======== RECORDS FOR PROCESSING ========

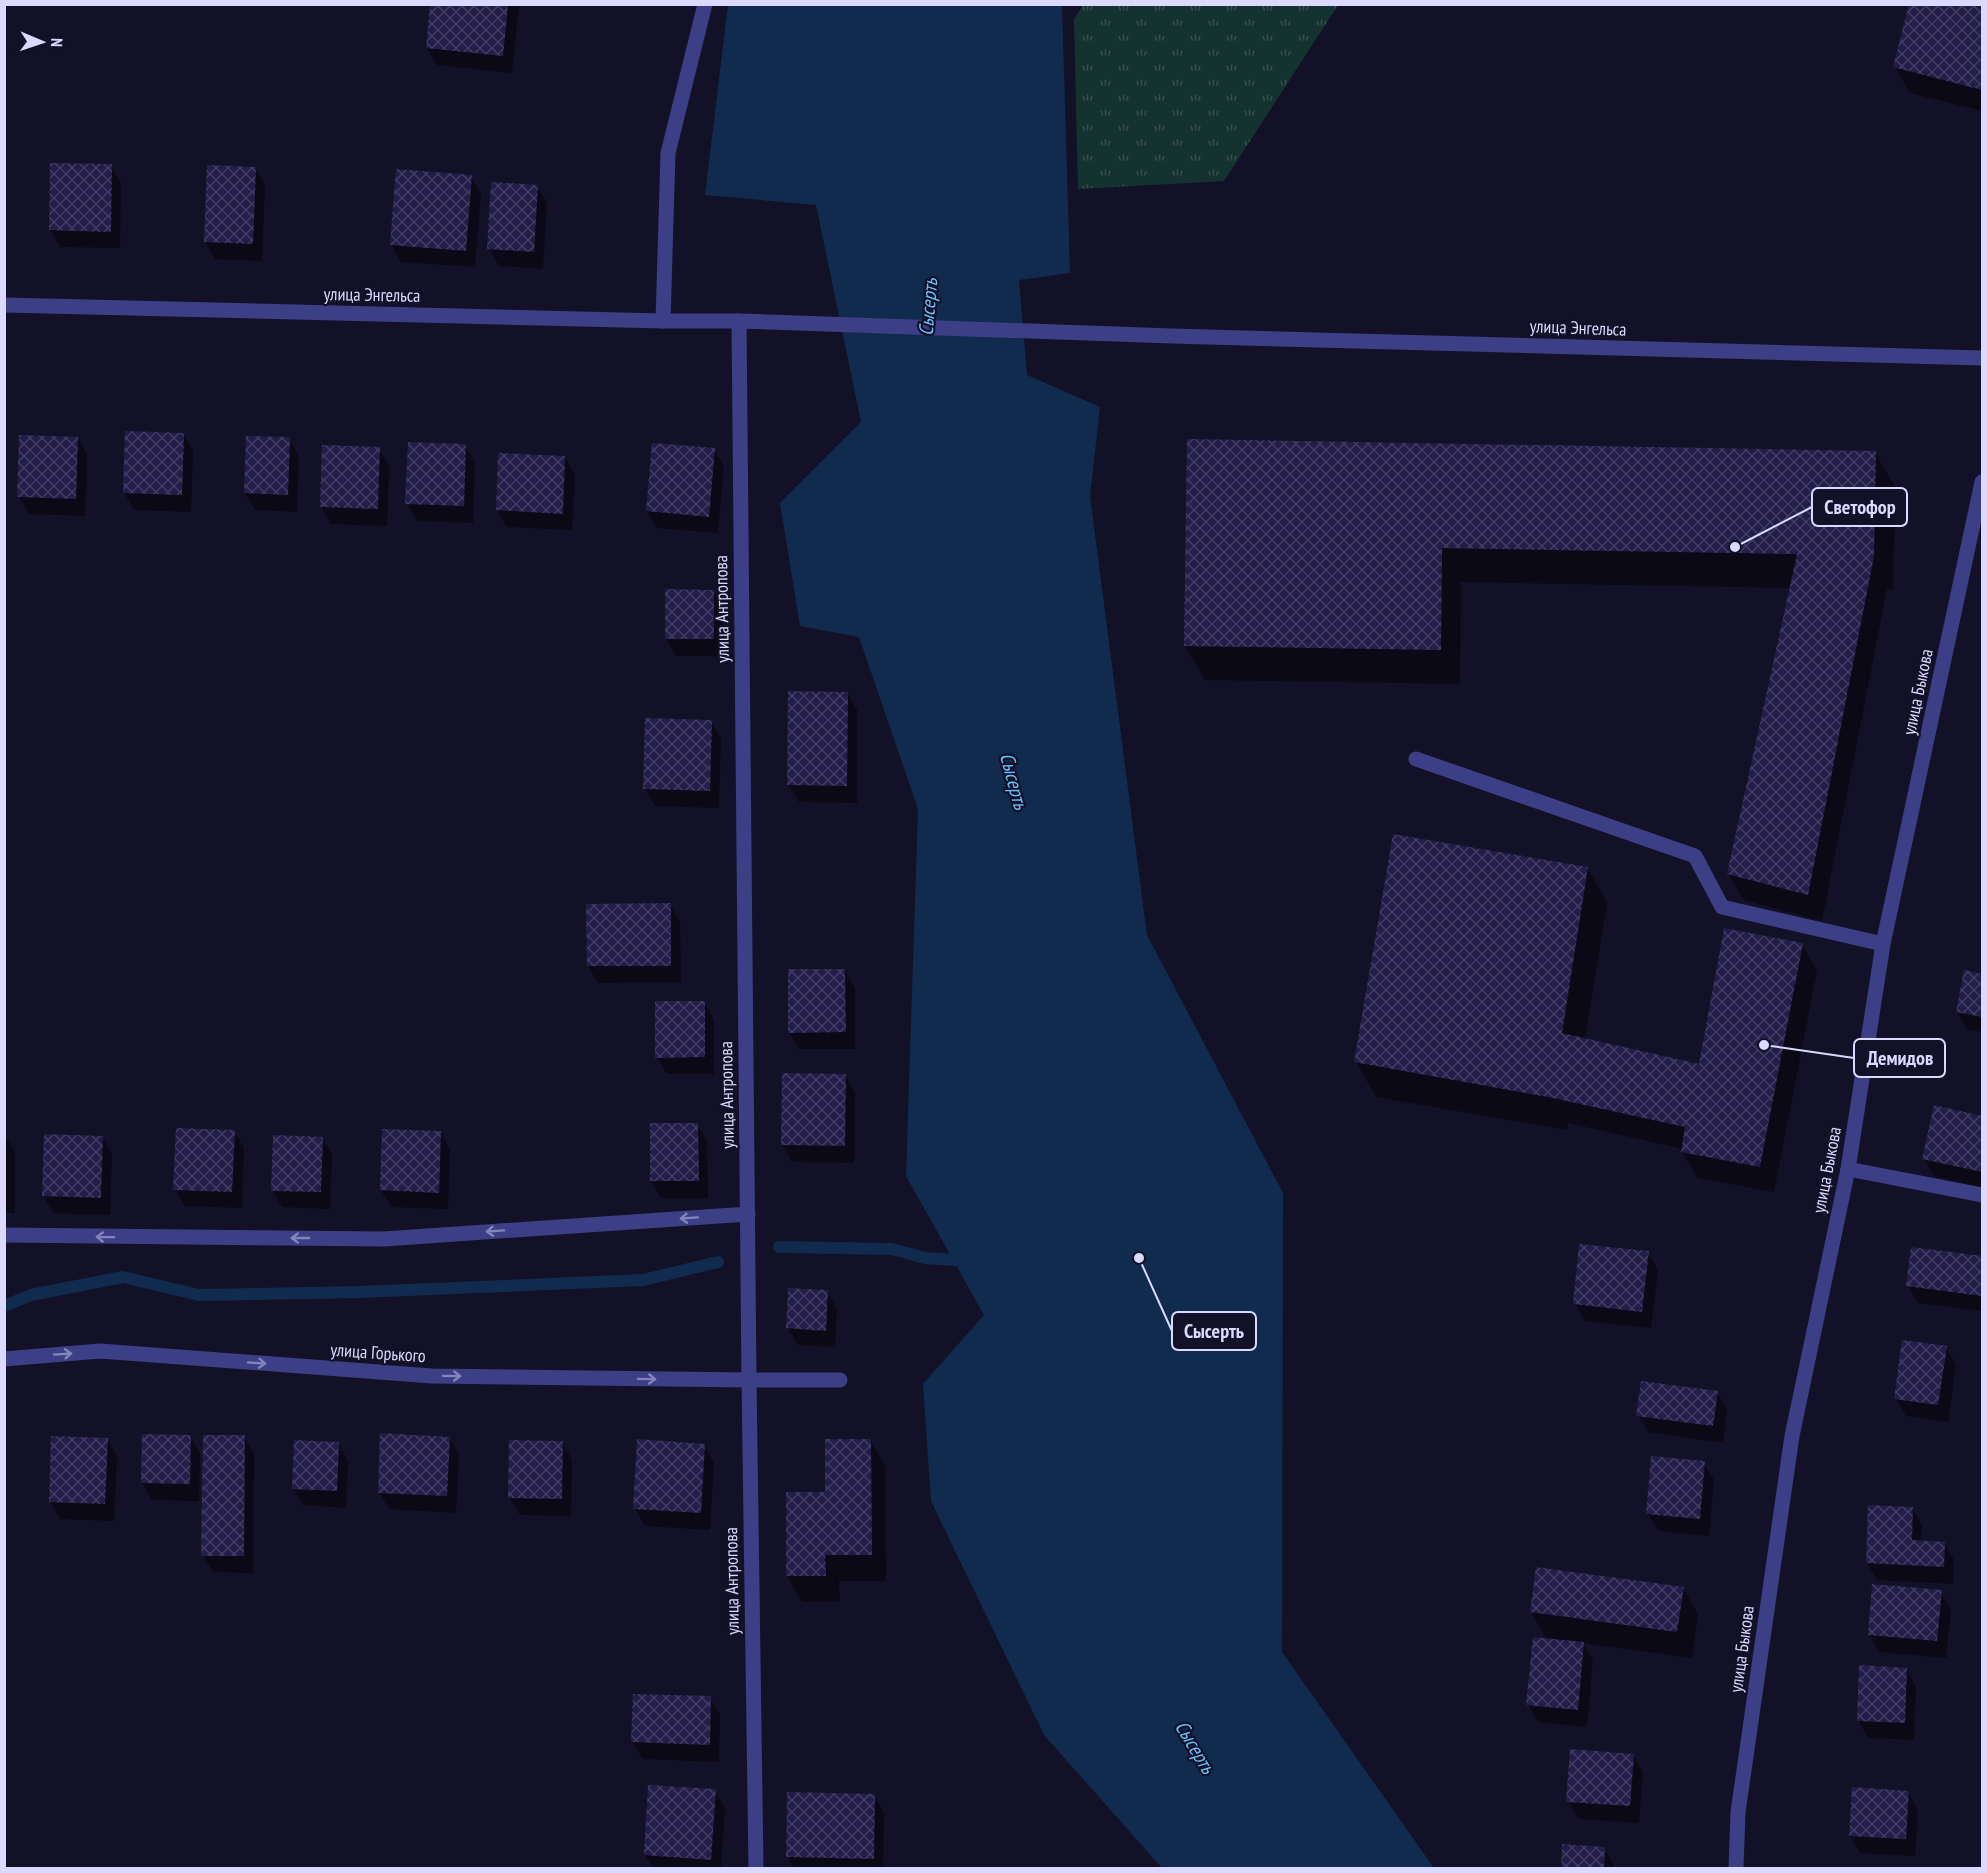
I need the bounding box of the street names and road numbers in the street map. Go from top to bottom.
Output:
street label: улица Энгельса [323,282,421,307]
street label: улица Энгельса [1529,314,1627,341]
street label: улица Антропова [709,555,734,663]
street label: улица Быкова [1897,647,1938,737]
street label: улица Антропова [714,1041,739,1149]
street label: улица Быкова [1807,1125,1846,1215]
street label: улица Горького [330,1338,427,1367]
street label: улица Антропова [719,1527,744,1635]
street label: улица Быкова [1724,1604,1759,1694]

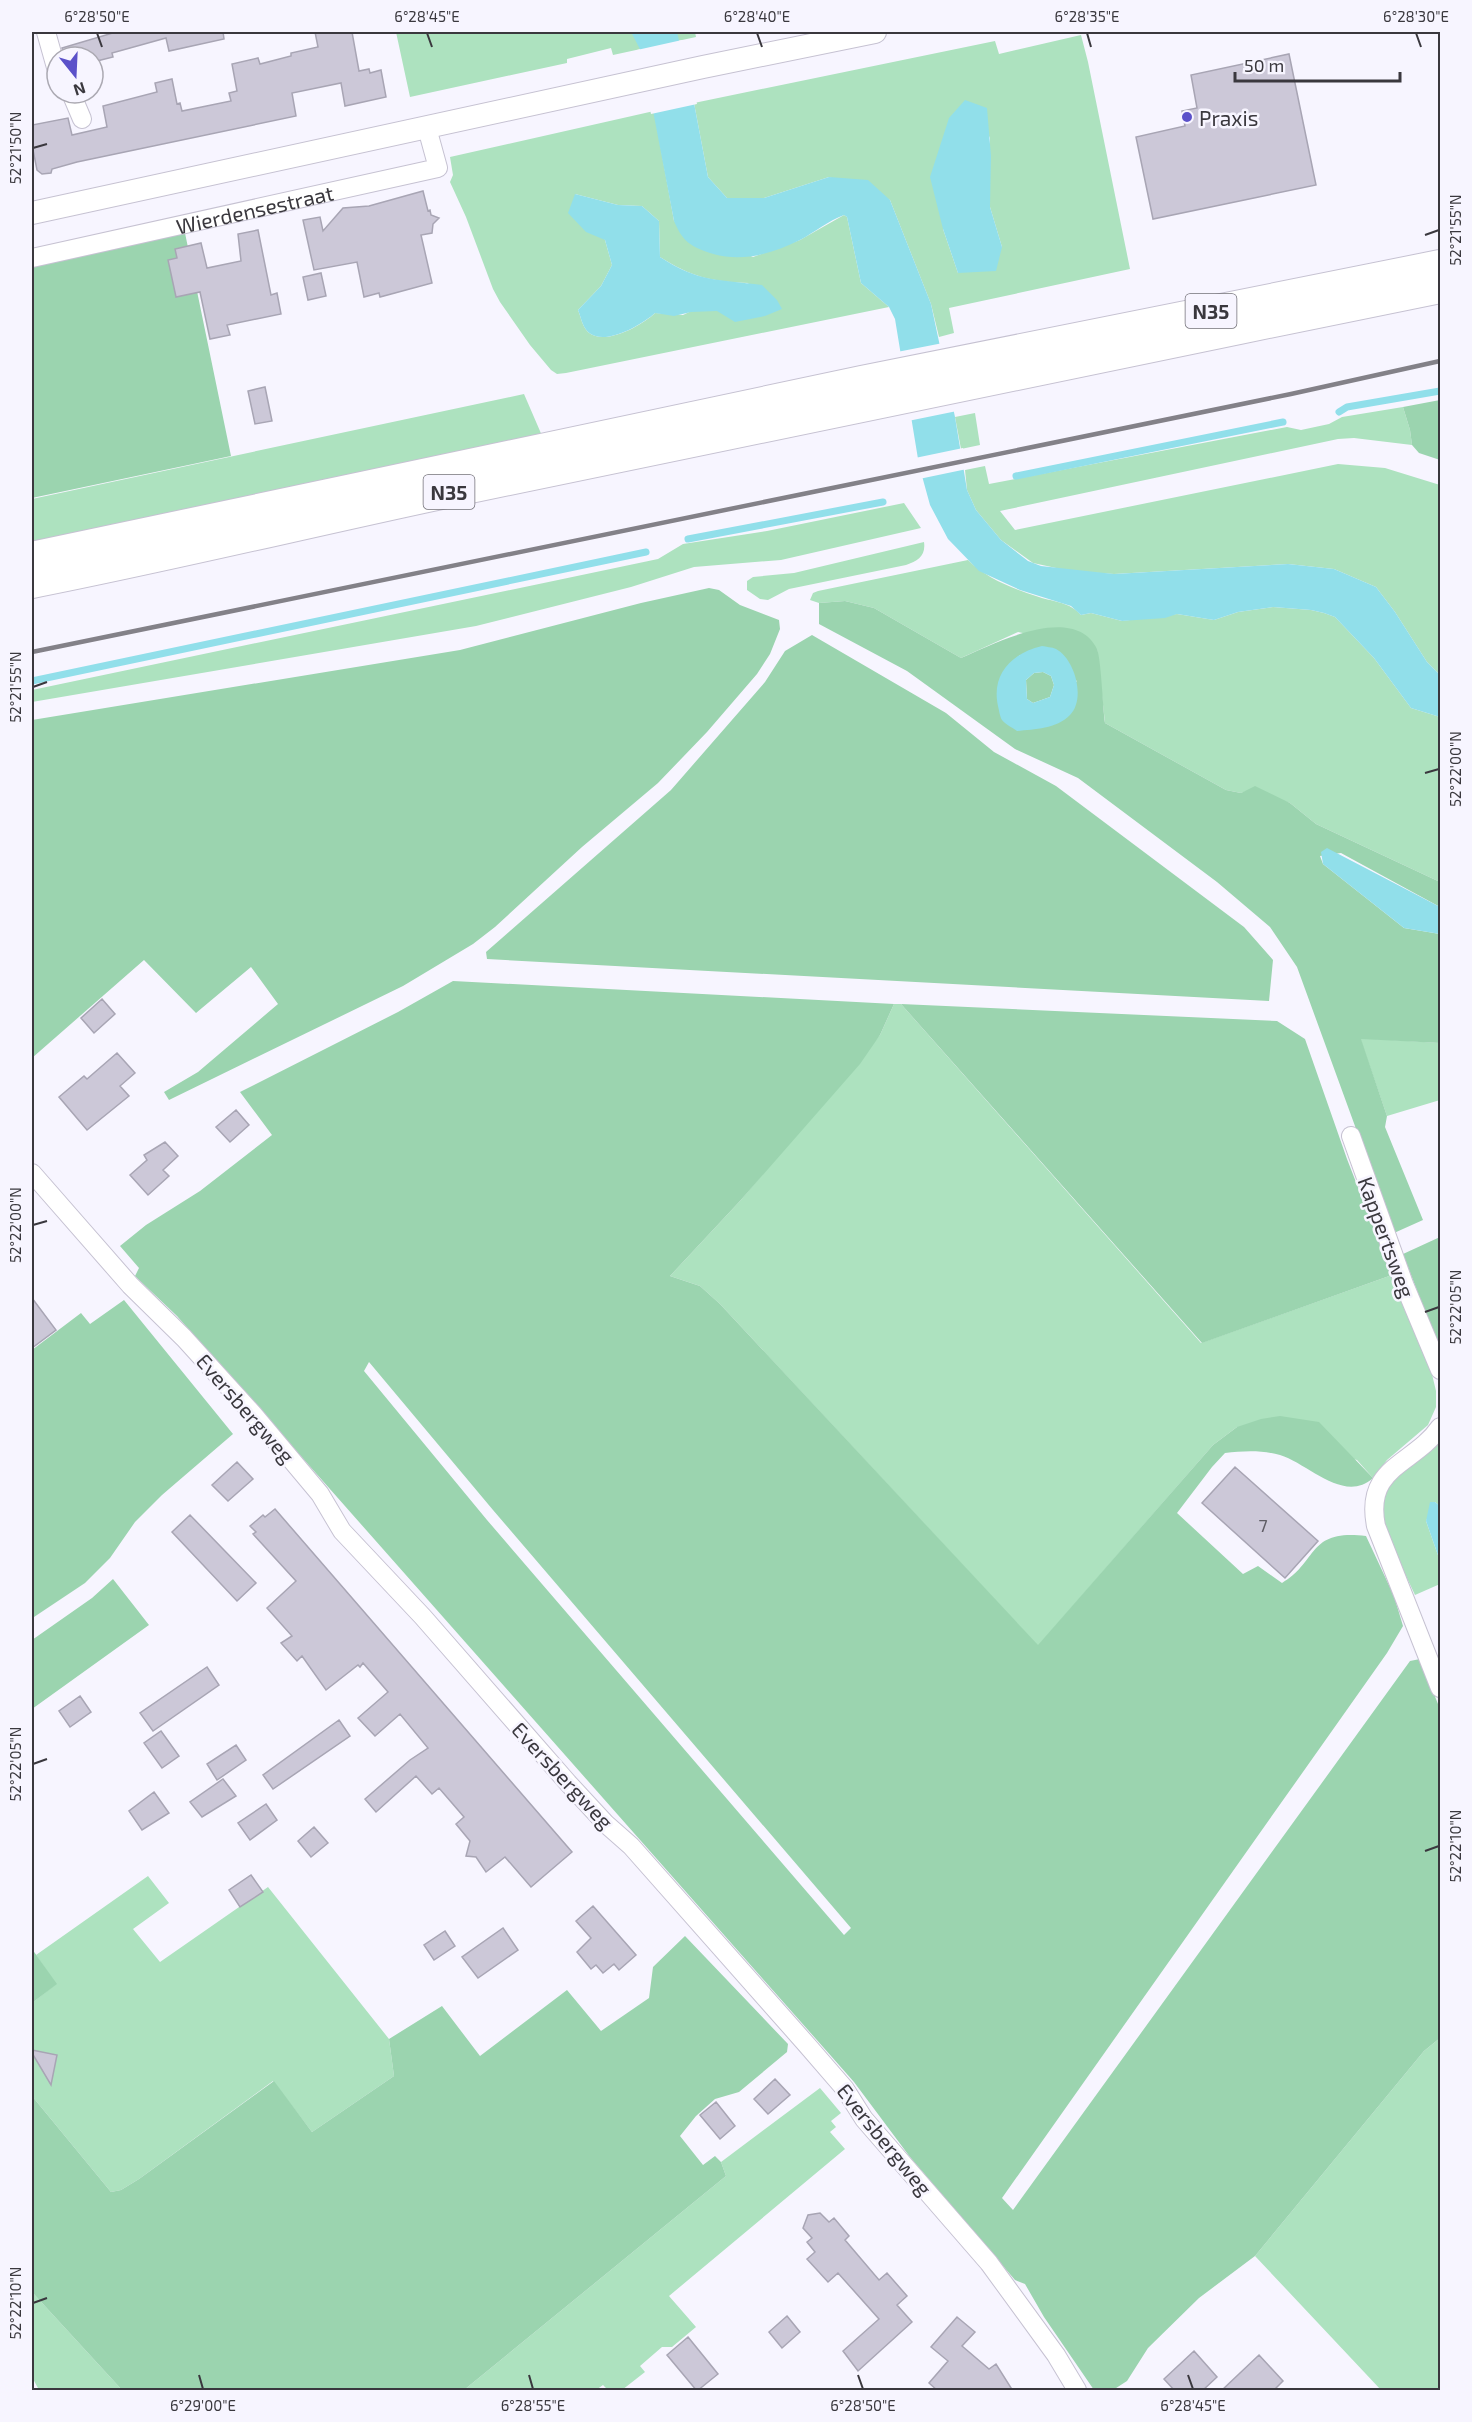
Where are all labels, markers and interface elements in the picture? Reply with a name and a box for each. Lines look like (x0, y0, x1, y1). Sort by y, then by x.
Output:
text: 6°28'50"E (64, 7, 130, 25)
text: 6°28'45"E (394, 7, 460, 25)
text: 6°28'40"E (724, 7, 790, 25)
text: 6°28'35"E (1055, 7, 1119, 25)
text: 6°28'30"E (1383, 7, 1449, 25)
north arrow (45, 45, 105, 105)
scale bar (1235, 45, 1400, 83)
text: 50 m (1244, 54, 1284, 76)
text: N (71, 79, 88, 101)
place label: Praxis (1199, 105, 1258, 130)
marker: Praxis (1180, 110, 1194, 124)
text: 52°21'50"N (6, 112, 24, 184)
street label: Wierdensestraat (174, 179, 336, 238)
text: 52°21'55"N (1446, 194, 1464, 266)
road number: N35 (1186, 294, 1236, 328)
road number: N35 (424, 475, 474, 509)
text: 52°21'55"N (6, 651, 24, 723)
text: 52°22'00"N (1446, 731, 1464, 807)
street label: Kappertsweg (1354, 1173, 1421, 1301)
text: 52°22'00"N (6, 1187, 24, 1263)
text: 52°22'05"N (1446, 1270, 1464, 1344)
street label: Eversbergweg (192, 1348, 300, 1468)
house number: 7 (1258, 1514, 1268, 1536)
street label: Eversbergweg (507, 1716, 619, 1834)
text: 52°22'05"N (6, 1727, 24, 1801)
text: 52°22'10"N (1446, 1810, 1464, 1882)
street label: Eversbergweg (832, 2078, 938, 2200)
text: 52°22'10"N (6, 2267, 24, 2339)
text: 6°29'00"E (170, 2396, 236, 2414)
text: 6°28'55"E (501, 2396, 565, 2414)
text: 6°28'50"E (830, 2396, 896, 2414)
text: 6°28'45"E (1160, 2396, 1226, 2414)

========

▸ **EXERCISE GOAL**:
Write out exactly the final stretch of the listing above, beginning at the line that contains "Where are all" and ending at its last line, with nothing added.

▸ **EXERCISE RESPONSE**:
Where are all labels, markers and interface elements in the picture? Reply with a name and a box for each. Lines look like (x0, y0, x1, y1). Sort by y, then by x.
Output:
text: 6°28'50"E (64, 7, 130, 25)
text: 6°28'45"E (394, 7, 460, 25)
text: 6°28'40"E (724, 7, 790, 25)
text: 6°28'35"E (1055, 7, 1119, 25)
text: 6°28'30"E (1383, 7, 1449, 25)
north arrow (45, 45, 105, 105)
scale bar (1235, 45, 1400, 83)
text: 50 m (1244, 54, 1284, 76)
text: N (71, 79, 88, 101)
place label: Praxis (1199, 105, 1258, 130)
marker: Praxis (1180, 110, 1194, 124)
text: 52°21'50"N (6, 112, 24, 184)
street label: Wierdensestraat (174, 179, 336, 238)
text: 52°21'55"N (1446, 194, 1464, 266)
road number: N35 (1186, 294, 1236, 328)
road number: N35 (424, 475, 474, 509)
text: 52°21'55"N (6, 651, 24, 723)
text: 52°22'00"N (1446, 731, 1464, 807)
street label: Kappertsweg (1354, 1173, 1421, 1301)
text: 52°22'00"N (6, 1187, 24, 1263)
text: 52°22'05"N (1446, 1270, 1464, 1344)
street label: Eversbergweg (192, 1348, 300, 1468)
house number: 7 (1258, 1514, 1268, 1536)
street label: Eversbergweg (507, 1716, 619, 1834)
text: 52°22'05"N (6, 1727, 24, 1801)
text: 52°22'10"N (1446, 1810, 1464, 1882)
street label: Eversbergweg (832, 2078, 938, 2200)
text: 52°22'10"N (6, 2267, 24, 2339)
text: 6°29'00"E (170, 2396, 236, 2414)
text: 6°28'55"E (501, 2396, 565, 2414)
text: 6°28'50"E (830, 2396, 896, 2414)
text: 6°28'45"E (1160, 2396, 1226, 2414)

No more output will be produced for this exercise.